Khabaz said that in a third move, the Majlis members were planning to sign a motion on calling for Ahmadinejad to be questioned over “the government’s recent acts against the law and its neglect of the parliament’s passed bills, as well as recent remarks made by Mashaei”. He described the three parallel moves against the coup government as “unprecedented” and said that conservative members in the Majlis were competing against one another in “warning and questioning” Ahmadinejad.

When asked about the number of signatories on the critical letter as well as the number of signatories to the motion to question Ahmadinejad, Khabaz said, “I am not aware of the number of signatures but there is great interest for this act and the MPs are still in the process of gathering signatures.”

A total of 74 MPs need to support the motion in order for the president to be questioned in parliament.

1640 GMT: Rumour of Day. Yet another video has been posted --- we have seen several in recent weeks --- of an alleged queue of Iranians for petrol/gasoline. This footage is supposedly from Karaj, Iran's fifth-largest city and just west of Tehran:

[youtube]http://www.youtube.com/watch?v=w_C5kKBFykU[/youtube]

1635 GMT: Political Prisoner Watch. Kalemeh reports that leading student activist Majid Tavakoli, one of the 17 detainees who recently went on hunger strike --- has been transferred from Evin Prison to Rajai Shahr Prison.

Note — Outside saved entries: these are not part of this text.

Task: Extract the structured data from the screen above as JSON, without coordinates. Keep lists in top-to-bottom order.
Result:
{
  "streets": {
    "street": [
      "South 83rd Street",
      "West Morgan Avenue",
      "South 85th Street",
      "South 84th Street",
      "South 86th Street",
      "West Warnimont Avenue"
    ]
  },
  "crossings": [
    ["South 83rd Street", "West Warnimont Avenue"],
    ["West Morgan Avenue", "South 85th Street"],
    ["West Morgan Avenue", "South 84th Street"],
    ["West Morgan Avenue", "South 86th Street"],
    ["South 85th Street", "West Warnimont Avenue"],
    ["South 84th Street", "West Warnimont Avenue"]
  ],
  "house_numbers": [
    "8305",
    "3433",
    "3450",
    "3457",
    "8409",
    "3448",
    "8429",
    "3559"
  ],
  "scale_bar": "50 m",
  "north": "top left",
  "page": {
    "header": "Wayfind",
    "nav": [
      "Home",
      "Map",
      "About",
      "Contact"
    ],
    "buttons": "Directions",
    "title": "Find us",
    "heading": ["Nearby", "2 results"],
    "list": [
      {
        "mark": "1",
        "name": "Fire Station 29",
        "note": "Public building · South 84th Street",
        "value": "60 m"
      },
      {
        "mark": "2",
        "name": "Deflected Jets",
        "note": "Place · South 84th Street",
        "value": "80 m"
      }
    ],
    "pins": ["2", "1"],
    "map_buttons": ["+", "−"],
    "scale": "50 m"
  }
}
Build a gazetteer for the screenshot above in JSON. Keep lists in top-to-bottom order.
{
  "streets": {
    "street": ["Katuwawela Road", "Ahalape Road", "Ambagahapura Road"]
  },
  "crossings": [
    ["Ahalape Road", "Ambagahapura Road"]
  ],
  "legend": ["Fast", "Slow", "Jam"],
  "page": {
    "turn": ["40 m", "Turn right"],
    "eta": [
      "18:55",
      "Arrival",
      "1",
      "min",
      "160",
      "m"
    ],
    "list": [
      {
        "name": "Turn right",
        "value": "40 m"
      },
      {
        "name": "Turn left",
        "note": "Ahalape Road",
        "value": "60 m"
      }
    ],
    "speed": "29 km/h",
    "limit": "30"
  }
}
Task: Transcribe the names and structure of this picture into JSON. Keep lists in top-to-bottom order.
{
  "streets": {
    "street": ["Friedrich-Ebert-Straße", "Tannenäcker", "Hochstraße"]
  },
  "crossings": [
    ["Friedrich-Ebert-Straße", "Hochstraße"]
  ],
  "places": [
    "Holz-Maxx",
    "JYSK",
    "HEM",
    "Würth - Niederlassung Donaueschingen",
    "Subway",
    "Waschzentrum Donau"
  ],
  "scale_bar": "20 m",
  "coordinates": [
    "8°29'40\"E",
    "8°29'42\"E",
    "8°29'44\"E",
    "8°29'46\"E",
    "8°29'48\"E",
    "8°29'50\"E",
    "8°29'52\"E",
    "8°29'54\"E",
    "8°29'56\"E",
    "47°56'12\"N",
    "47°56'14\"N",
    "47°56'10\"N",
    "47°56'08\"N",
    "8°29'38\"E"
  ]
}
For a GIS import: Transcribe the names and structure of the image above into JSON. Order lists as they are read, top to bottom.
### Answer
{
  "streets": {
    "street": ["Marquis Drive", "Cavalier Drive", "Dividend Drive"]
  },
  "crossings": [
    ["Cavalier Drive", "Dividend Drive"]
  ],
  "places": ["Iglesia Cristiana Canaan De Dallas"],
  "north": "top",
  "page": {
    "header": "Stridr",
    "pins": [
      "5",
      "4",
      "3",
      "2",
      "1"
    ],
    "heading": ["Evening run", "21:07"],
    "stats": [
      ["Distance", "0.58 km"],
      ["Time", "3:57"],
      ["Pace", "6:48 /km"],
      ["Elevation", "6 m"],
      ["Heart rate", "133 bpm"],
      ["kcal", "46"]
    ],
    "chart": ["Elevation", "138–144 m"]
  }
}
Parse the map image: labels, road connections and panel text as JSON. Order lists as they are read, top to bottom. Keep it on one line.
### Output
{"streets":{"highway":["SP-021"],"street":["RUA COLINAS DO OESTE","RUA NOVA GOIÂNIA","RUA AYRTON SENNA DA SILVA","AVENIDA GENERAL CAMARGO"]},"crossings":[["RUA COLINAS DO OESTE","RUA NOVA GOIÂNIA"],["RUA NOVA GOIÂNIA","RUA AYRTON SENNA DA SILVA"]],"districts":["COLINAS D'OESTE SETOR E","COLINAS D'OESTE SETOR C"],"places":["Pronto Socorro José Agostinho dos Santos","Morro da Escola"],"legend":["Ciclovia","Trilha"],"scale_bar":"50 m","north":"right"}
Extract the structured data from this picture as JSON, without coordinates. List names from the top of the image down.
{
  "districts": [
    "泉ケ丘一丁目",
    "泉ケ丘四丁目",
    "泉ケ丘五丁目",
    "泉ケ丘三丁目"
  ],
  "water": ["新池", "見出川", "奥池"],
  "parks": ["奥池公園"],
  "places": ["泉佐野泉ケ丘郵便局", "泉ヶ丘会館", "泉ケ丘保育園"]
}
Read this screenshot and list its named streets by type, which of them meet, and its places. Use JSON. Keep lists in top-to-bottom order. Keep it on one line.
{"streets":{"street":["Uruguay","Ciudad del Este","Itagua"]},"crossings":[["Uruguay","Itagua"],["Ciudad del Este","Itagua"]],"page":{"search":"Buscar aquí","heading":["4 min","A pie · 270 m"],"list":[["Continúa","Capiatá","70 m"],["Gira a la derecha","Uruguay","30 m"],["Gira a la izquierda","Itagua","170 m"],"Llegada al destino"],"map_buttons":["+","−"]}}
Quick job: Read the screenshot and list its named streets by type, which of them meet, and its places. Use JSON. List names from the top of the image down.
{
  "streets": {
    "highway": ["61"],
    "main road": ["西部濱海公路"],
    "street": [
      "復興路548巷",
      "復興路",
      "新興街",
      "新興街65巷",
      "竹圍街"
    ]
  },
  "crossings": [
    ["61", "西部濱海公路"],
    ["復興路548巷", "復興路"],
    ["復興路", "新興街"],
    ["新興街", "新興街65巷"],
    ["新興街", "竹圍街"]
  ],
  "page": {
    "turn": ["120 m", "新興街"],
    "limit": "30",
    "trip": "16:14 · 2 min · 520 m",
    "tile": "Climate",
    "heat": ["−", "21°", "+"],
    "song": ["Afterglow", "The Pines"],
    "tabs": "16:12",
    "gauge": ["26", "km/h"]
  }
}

(English translation via Negar Irani)

1615 GMT: Nuclear Tough Talk. I return from vacation to find the non-Iranian media preoccupied with yet another round of sound and fury from Tehran. From Agence France Presse (quickly followed by Associated Press):
Iran is to start building its third uranium enrichment plant in early 2011, as President Mahmoud Ahmadinejad signed a new law Monday binding Tehran to pursue the controversial work of refining uranium to 20 percent.

The law, Safeguarding the Islamic Republic of Iran's Peaceful Nuclear Achievements, had been passed by lawmakers last month and it also stipulates that Tehran limit its cooperation with the UN's nuclear watchdog, state news agency IRNA reported.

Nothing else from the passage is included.